= Immanuel Halton =

English astronomer and mathematician

Immanuel Halton (1628-1699) was an English astronomer and mathematician, an associate of John Flamsteed.

==Life==
He was born at Greystoke in Cumberland on 21 April 1628, the eldest son of Miles Halton of Greenthwaite Hall; Timothy Halton has been identified as probably a younger brother. Halton was educated at Blencowe grammar school in Cumberland, became a student at Gray's Inn, and then entered the service of Thomas Howard, 23rd Earl of Arundel. He transacted on his behalf affairs of importance in Holland, and on his return to England accepted and kept for twenty years the post of auditor of his household, involving duties connected with commissions and arbitrations.

In 1660 the successor of his patron made him a grant of part of the manor of Shirland in Derbyshire; he came to reside at Wingfield Manor in the same county early in 1666, and purchased some of the adjacent lands from the Henry Howard, 6th Duke of Norfolk on 28 May 1678. Halton put up sundials at Wingfield Manor; and a letter written from Gray's Inn in May 1650, describing a dial of his own invention, was published in the appendix to Samuel Foster's Miscellanea, London, 1659. Halton made several alterations and improvements in Wingfield Manor, and repaired the damage inflicted upon it by the Civil War. It remained in his family until the nineteenth century.

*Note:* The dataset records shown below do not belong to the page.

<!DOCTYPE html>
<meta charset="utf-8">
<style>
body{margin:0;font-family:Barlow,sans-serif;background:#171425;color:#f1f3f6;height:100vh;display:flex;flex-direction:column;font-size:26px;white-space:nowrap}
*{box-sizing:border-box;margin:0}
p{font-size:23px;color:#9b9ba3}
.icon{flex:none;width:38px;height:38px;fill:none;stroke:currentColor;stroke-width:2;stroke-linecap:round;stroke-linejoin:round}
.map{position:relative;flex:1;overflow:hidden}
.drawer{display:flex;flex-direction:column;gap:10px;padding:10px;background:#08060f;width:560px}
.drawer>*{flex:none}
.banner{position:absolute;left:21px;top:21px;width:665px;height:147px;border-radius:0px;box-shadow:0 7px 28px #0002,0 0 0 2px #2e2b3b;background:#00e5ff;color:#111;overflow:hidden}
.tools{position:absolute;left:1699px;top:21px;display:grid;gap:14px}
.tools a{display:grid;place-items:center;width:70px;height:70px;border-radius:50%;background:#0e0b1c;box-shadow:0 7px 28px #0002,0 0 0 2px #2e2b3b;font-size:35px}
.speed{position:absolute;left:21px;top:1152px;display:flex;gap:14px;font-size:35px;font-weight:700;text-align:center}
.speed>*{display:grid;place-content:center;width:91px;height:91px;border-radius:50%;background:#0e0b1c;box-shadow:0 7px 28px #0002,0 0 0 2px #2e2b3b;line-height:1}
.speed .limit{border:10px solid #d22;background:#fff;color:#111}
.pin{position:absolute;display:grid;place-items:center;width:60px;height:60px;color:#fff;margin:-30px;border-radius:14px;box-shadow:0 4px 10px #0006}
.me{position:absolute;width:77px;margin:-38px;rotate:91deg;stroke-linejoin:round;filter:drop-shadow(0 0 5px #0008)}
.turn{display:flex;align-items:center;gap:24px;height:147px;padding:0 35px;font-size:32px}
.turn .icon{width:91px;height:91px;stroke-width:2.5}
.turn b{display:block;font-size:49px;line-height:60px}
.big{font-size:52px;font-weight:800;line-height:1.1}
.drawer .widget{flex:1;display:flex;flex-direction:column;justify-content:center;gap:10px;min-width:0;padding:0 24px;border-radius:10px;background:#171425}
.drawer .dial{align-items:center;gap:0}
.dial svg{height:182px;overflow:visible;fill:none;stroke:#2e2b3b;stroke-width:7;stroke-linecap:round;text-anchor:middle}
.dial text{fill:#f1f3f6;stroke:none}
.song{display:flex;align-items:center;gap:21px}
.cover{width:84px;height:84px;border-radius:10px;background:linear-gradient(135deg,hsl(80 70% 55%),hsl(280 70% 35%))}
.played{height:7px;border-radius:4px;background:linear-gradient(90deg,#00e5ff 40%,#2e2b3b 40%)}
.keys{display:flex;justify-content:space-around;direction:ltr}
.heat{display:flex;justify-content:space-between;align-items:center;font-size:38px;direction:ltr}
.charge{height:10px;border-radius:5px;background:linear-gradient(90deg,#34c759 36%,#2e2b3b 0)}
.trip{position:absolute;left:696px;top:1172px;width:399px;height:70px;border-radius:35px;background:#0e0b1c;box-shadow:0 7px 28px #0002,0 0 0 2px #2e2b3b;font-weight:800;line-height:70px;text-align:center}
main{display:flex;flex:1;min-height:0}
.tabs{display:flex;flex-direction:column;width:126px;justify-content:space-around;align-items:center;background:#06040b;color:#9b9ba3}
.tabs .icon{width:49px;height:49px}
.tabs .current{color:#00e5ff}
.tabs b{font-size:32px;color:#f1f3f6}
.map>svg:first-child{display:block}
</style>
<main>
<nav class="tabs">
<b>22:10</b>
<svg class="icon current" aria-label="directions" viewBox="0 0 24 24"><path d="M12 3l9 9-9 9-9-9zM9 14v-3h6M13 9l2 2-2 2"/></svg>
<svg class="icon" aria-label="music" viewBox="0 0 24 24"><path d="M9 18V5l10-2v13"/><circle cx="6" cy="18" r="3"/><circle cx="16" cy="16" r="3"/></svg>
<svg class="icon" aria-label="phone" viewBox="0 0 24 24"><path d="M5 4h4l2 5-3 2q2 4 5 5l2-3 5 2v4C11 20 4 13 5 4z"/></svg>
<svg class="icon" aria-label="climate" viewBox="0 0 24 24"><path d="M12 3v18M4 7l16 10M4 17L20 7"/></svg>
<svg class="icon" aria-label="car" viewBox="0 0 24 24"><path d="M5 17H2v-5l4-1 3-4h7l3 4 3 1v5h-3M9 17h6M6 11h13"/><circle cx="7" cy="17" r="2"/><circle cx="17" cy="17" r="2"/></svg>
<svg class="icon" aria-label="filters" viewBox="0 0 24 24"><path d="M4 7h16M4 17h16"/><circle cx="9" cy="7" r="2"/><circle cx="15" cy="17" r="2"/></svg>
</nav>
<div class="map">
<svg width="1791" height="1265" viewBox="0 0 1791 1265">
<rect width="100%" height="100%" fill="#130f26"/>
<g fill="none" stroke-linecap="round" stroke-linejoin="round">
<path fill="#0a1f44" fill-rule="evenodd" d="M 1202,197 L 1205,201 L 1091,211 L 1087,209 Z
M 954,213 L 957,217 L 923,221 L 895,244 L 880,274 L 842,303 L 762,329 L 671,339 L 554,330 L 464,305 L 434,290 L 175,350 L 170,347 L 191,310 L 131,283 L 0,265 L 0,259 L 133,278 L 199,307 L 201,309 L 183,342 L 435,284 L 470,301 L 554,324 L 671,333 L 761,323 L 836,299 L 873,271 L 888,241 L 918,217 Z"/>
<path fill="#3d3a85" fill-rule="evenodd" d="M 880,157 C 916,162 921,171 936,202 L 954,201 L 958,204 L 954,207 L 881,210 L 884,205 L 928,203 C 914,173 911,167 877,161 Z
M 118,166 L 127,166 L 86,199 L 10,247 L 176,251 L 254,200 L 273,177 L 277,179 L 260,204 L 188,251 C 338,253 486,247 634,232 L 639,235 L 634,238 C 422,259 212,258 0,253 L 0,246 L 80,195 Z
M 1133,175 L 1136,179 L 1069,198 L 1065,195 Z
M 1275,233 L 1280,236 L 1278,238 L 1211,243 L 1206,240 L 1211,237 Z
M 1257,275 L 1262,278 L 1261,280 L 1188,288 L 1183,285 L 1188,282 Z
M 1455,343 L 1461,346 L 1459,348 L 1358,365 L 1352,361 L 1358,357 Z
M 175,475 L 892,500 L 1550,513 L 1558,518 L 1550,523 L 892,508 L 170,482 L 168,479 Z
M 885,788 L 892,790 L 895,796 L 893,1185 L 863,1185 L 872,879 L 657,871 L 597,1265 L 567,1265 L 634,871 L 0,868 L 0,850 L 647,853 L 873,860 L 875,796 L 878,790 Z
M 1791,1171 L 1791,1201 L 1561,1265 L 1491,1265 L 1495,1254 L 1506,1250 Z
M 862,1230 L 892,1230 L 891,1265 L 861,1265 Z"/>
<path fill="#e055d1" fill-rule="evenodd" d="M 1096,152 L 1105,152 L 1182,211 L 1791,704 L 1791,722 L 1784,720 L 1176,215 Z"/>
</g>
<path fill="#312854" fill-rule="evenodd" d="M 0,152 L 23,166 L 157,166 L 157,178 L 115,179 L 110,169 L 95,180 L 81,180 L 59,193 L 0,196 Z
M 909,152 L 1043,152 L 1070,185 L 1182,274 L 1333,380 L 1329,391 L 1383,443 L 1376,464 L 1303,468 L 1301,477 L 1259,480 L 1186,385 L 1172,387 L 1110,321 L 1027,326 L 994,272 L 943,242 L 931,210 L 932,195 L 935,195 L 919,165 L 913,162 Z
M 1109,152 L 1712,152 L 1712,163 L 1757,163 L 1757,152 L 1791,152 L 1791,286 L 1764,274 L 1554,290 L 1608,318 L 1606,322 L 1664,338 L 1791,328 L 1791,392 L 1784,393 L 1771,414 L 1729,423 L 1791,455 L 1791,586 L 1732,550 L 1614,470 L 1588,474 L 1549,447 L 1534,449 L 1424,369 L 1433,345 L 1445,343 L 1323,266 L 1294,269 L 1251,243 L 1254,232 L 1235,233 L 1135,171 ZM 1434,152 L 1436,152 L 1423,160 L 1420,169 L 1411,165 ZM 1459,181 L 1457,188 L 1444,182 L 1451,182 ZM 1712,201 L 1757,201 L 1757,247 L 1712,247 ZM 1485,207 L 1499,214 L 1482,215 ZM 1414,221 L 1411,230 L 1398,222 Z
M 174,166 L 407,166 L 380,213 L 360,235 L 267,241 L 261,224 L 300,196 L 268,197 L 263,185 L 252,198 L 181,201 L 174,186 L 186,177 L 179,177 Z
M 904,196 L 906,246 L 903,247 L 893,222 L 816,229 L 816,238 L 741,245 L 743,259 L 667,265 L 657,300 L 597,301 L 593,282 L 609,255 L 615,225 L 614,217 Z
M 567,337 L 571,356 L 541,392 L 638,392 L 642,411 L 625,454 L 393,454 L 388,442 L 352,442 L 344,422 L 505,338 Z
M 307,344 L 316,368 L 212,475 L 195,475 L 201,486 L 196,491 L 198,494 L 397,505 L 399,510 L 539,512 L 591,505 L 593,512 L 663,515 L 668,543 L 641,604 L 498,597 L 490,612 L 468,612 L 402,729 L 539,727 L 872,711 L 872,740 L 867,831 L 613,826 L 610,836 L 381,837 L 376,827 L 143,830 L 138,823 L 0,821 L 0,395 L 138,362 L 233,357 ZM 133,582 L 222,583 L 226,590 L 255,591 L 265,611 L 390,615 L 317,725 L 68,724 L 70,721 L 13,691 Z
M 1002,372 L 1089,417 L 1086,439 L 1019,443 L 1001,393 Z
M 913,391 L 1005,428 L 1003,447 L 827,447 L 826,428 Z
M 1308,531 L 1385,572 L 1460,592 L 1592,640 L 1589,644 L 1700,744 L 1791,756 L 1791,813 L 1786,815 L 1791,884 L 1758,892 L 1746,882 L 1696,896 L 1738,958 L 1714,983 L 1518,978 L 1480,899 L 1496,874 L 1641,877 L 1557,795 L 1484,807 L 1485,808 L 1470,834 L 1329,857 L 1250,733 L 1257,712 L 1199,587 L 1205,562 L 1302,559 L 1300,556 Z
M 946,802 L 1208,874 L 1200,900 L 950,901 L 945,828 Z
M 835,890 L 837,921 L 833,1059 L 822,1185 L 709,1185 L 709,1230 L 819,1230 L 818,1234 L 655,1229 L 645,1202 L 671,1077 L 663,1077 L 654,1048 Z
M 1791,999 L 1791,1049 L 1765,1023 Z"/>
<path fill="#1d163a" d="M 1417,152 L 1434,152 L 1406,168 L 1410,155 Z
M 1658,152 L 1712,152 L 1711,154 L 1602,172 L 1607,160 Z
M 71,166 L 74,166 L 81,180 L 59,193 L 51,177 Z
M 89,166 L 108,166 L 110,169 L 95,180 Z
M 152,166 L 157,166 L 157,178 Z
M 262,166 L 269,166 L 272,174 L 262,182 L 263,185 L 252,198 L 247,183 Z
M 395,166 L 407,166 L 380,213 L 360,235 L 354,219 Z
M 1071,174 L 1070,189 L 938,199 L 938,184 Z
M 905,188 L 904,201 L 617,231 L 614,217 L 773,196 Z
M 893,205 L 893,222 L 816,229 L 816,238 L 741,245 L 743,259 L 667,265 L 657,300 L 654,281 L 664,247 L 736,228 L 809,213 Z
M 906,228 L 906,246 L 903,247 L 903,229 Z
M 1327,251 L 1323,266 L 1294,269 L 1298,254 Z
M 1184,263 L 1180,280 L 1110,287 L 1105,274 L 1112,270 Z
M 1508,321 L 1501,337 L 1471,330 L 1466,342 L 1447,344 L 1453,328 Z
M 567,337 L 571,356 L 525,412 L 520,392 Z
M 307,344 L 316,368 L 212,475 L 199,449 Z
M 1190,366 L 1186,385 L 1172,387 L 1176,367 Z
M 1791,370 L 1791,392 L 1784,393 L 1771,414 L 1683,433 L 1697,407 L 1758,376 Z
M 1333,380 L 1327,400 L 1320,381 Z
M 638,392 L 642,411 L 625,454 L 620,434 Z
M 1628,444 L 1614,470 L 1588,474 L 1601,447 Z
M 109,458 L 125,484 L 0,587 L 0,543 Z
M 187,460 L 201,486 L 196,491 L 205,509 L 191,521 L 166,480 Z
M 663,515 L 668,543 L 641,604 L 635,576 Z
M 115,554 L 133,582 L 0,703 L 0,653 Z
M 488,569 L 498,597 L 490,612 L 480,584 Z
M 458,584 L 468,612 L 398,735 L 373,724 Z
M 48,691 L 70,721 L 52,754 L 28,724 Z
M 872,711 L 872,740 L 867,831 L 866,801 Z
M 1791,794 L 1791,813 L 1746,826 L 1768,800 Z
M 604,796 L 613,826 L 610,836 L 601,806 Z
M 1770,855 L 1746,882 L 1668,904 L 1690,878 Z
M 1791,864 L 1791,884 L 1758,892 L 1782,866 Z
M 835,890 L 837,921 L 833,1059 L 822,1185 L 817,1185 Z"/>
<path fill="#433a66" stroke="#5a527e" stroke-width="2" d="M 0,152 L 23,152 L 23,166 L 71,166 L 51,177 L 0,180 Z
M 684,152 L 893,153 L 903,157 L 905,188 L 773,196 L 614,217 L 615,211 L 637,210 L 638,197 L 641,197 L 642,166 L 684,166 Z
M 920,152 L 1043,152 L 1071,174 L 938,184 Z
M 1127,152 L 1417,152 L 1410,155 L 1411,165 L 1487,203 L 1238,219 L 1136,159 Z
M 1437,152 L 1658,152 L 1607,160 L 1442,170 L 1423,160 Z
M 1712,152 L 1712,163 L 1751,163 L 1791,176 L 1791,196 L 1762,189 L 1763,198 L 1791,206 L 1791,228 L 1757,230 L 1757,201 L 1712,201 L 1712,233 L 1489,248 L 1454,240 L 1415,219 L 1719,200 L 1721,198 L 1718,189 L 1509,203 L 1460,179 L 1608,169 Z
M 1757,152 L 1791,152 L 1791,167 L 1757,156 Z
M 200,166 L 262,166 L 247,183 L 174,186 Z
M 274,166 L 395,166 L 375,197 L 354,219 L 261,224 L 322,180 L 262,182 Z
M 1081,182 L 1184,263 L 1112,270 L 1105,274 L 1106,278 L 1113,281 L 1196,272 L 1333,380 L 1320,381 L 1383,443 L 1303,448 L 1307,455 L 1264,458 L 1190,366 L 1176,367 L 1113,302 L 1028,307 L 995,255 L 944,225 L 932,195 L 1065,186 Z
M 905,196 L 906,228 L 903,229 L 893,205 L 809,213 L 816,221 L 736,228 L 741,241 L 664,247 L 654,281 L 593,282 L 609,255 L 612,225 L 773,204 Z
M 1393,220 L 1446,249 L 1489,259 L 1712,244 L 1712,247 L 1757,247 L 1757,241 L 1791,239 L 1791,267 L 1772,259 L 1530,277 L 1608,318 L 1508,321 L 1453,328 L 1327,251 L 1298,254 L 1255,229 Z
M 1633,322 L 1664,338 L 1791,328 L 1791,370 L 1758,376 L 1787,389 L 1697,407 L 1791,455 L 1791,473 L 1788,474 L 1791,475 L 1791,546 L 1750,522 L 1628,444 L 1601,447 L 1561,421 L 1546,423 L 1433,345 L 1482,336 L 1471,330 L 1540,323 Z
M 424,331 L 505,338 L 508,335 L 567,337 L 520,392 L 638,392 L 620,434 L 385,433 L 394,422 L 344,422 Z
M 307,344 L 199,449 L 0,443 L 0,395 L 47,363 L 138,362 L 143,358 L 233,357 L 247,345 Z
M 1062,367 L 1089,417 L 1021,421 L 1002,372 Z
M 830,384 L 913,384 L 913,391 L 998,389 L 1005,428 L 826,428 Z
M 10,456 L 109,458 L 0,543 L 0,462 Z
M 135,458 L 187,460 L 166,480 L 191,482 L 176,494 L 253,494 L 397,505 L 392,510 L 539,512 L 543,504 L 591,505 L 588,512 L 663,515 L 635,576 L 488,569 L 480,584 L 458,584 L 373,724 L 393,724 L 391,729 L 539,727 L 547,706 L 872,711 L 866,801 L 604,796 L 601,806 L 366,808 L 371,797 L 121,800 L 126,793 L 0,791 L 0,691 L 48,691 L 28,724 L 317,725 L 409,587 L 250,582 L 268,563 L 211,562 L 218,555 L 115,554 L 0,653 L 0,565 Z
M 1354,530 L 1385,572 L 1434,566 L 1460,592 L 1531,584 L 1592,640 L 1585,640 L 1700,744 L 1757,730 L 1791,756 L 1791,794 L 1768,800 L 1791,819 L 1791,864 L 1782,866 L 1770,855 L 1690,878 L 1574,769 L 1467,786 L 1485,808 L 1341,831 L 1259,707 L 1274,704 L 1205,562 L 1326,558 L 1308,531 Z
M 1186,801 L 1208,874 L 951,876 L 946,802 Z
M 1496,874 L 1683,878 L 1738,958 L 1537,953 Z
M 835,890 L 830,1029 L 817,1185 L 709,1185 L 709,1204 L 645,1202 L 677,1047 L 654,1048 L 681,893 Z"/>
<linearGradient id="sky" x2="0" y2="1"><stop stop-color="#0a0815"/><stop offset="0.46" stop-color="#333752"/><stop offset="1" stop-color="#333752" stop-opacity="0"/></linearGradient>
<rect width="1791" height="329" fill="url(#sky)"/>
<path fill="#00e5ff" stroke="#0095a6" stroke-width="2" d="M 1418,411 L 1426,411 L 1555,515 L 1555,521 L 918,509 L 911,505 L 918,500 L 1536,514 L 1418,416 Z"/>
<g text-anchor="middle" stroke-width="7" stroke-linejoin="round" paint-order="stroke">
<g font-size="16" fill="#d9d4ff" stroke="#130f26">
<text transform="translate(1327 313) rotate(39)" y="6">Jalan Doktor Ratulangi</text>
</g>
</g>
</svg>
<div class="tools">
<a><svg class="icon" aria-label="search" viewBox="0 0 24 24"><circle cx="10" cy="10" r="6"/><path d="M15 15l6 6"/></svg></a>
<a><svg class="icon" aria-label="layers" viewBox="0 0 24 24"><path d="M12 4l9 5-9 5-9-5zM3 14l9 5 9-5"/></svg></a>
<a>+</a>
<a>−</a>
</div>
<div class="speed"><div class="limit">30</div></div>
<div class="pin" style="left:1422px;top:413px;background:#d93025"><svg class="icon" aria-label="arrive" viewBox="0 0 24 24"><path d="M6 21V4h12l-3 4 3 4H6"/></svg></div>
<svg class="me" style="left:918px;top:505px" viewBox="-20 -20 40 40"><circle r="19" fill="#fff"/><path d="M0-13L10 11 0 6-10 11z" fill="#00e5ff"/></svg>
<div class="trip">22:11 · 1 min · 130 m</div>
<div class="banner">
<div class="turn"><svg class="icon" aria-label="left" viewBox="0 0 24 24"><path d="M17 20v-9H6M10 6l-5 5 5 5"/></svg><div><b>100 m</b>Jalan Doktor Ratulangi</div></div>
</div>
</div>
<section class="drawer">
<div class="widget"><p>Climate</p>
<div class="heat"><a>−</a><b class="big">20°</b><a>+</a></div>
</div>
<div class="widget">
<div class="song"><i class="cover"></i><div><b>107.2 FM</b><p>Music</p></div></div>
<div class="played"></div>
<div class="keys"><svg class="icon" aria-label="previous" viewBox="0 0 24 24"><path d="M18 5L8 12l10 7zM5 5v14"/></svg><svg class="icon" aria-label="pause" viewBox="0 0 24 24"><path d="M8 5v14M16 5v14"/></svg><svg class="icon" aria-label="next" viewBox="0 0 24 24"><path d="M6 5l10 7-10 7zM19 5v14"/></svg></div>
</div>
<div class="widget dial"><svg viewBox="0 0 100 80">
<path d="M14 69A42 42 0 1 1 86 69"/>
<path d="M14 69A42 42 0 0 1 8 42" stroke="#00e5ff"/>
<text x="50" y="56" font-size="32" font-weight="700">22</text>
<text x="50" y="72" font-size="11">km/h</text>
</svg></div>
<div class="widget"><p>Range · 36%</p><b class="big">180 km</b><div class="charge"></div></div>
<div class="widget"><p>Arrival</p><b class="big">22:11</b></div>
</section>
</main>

Having heard of Flamsteed's astronomical proficiency, Halton called to see him at Derby in 1666, and afterwards sent him Giovanni Battista Riccioli's New Almagest, Johannes Kepler's Rudolphine Tables, and other books on astronomy. Flamsteed calles him a good algebraist. Halton's observations at Wingfield on the solar eclipse of 23 June 1675 were communicated to the Royal Society by Flamsteed. In a letter to John Collins of 20 February 1673 Flamsteed mentioned that Halton was then translating Gerard Kinkhuysen's Moon-Wiser into English for him. A little later he speaks of observing with his quadrants, and on 27 December 1673 told Collins that 'lately, in discourse with Mr. Halton, he was pleased to show me a straight-lined projection for finding the hour by inspection, the sun's declination and height being given'.

He married Mary, daughter of John Newton of Oakerthorpe in Derbyshire, and had by her three sons, two of whom left children. He died in 1699, aged 72, and was buried in All Saints' Church, South Wingfield.